The question again is: What inspired P.L. Travers? Why did she bring the fox at the manger?  I found a clue dated May 1943.  P.L. Travers wrote an intriguing diary entry. She mentioned her fascination with the element of the fox. For a long-time, she wrote in that entry, she had a strong connection to hens but now, she was tired of the hen*.  Reading these words led me to the next logical question: Why was she interested in the element of the fox at that moment in time?   

In 1943 Antoine de Saint-Exupéry, at that time exiled in the United-States, published The Little Prince.  P.L. Travers read the story and in April 1943 she wrote a delightfully insightful review of The Little Prince in The New York Herald. You can read about it in Mary Poppins Meets the Little Prince

Clearly the idea of an untamed fox offering a gift to an innocent child was inspired by another famous allegory. The wild fox who befriends the Little Prince stayed with P.L. Travers. It appears that the idea about the wild and untamed fox becoming tamed of its own free will fascinated P.L. Travers.  

Fox in the little prince

Illustration by Antoine de Saint-Exupéry

Of course, the differences between these two stories outweigh the similarities. The gifts offered to each child are of a different nature.  The fox in The Little Prince gifts the child with a secret that teaches him to seek guidance from his own heart.   

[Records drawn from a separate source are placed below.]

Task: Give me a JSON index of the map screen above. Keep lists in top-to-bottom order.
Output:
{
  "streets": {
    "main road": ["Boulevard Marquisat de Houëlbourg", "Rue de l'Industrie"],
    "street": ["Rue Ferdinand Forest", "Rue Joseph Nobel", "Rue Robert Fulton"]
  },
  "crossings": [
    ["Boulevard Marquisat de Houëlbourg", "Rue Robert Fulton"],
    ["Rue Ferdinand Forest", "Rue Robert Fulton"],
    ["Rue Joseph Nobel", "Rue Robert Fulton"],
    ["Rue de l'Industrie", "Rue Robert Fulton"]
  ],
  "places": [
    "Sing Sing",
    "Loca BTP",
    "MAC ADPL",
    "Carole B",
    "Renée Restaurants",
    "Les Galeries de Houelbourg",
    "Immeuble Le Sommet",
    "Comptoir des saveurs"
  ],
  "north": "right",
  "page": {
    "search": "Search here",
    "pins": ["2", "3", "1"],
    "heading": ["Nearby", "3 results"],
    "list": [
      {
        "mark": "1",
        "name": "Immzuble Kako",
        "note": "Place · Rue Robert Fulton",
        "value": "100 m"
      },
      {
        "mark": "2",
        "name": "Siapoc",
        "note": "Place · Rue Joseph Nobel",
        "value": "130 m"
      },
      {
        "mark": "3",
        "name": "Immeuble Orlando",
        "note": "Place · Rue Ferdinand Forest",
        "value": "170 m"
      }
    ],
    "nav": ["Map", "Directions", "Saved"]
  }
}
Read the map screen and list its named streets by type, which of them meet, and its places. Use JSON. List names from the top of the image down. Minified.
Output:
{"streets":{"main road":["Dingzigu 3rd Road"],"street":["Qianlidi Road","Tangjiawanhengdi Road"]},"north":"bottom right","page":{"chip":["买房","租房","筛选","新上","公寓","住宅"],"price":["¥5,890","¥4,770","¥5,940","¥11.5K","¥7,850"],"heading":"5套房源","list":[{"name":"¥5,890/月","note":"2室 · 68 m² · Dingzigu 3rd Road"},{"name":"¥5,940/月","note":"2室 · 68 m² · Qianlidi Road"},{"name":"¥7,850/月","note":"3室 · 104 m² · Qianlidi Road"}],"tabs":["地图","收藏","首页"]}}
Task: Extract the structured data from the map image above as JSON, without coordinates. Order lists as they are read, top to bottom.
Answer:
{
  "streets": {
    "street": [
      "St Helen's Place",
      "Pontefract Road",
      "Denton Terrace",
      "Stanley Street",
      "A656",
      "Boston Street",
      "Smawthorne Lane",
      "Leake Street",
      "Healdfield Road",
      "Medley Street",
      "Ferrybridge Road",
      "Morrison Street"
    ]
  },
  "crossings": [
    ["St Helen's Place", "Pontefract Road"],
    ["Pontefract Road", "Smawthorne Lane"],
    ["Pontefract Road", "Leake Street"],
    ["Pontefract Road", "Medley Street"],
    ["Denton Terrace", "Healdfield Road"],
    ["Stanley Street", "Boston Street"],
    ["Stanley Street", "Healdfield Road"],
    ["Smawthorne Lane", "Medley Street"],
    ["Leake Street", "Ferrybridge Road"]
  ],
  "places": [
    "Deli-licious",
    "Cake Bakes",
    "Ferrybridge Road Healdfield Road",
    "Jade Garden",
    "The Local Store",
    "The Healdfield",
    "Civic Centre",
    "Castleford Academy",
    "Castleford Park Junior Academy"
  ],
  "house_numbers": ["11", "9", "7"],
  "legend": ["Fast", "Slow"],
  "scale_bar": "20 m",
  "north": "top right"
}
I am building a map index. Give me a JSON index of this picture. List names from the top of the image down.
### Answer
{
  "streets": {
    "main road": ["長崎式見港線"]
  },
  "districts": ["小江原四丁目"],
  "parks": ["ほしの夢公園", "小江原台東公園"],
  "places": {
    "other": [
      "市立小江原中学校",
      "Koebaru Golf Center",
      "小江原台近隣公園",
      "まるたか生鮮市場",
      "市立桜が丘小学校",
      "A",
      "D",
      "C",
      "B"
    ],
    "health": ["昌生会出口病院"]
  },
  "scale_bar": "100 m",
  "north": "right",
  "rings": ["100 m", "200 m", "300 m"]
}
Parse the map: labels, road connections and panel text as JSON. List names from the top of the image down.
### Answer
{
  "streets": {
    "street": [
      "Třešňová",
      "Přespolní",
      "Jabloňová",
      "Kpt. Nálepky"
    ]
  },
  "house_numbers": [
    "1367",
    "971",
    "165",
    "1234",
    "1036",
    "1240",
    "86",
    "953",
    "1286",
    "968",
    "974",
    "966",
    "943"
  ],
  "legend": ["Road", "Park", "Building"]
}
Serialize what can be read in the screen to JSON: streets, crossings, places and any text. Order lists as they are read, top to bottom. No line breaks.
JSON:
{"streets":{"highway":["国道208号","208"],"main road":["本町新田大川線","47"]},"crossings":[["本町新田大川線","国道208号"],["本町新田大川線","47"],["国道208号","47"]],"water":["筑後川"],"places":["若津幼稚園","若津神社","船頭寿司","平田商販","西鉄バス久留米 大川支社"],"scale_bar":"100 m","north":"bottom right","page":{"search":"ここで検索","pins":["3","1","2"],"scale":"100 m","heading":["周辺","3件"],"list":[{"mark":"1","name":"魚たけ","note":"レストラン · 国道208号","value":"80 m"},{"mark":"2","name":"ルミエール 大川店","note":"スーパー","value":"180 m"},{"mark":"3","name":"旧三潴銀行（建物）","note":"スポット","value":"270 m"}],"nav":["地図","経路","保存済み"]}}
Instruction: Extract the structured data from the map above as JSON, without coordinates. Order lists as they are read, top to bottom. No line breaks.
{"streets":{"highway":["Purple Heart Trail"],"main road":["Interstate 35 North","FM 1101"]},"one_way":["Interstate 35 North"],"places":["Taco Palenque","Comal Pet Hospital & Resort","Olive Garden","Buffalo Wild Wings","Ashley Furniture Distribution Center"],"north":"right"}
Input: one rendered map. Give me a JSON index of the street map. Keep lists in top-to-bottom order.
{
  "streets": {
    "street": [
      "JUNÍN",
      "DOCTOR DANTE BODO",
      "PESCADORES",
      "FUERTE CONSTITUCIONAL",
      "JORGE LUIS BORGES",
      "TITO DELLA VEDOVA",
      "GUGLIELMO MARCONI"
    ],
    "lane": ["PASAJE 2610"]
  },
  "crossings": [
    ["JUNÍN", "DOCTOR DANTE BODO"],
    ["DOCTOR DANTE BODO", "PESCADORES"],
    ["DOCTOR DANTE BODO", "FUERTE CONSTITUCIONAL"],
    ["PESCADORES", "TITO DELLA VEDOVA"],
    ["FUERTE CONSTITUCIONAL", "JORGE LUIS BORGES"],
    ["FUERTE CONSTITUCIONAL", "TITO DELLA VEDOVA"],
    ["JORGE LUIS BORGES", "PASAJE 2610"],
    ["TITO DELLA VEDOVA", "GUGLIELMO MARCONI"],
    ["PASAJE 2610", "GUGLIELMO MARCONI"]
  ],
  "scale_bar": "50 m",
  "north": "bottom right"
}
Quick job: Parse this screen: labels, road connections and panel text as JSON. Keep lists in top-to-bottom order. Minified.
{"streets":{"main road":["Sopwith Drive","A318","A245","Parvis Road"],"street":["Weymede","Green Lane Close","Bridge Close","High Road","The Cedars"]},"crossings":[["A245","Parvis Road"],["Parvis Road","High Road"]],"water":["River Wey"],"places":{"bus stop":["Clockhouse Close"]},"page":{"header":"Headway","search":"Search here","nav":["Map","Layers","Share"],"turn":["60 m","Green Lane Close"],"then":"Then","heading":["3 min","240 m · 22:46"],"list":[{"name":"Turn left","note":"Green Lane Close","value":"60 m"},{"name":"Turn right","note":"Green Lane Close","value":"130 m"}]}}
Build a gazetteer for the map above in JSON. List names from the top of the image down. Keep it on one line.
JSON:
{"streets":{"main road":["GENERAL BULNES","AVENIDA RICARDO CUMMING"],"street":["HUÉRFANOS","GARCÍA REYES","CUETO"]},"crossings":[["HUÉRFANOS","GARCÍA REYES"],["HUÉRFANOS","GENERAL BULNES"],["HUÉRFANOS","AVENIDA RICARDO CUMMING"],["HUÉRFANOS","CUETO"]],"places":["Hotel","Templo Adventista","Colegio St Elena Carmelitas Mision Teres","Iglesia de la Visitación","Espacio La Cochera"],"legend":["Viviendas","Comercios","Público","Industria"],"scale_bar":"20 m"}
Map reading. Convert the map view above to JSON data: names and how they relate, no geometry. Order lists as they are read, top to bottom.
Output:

The fox’s gift in The Fox at the Manger is of a quite different nature. The Child in this story  already knows how to listen with his heart. He needs something else to help him carry the burden of his fate. And, what better gift to offer than cunning to one who is setting out on a perilous journey. Jesus may be the symbol of selfless love, but heart alone is not enough to get us through the uncertainties of life. The gift of the fox is the gift of the mind.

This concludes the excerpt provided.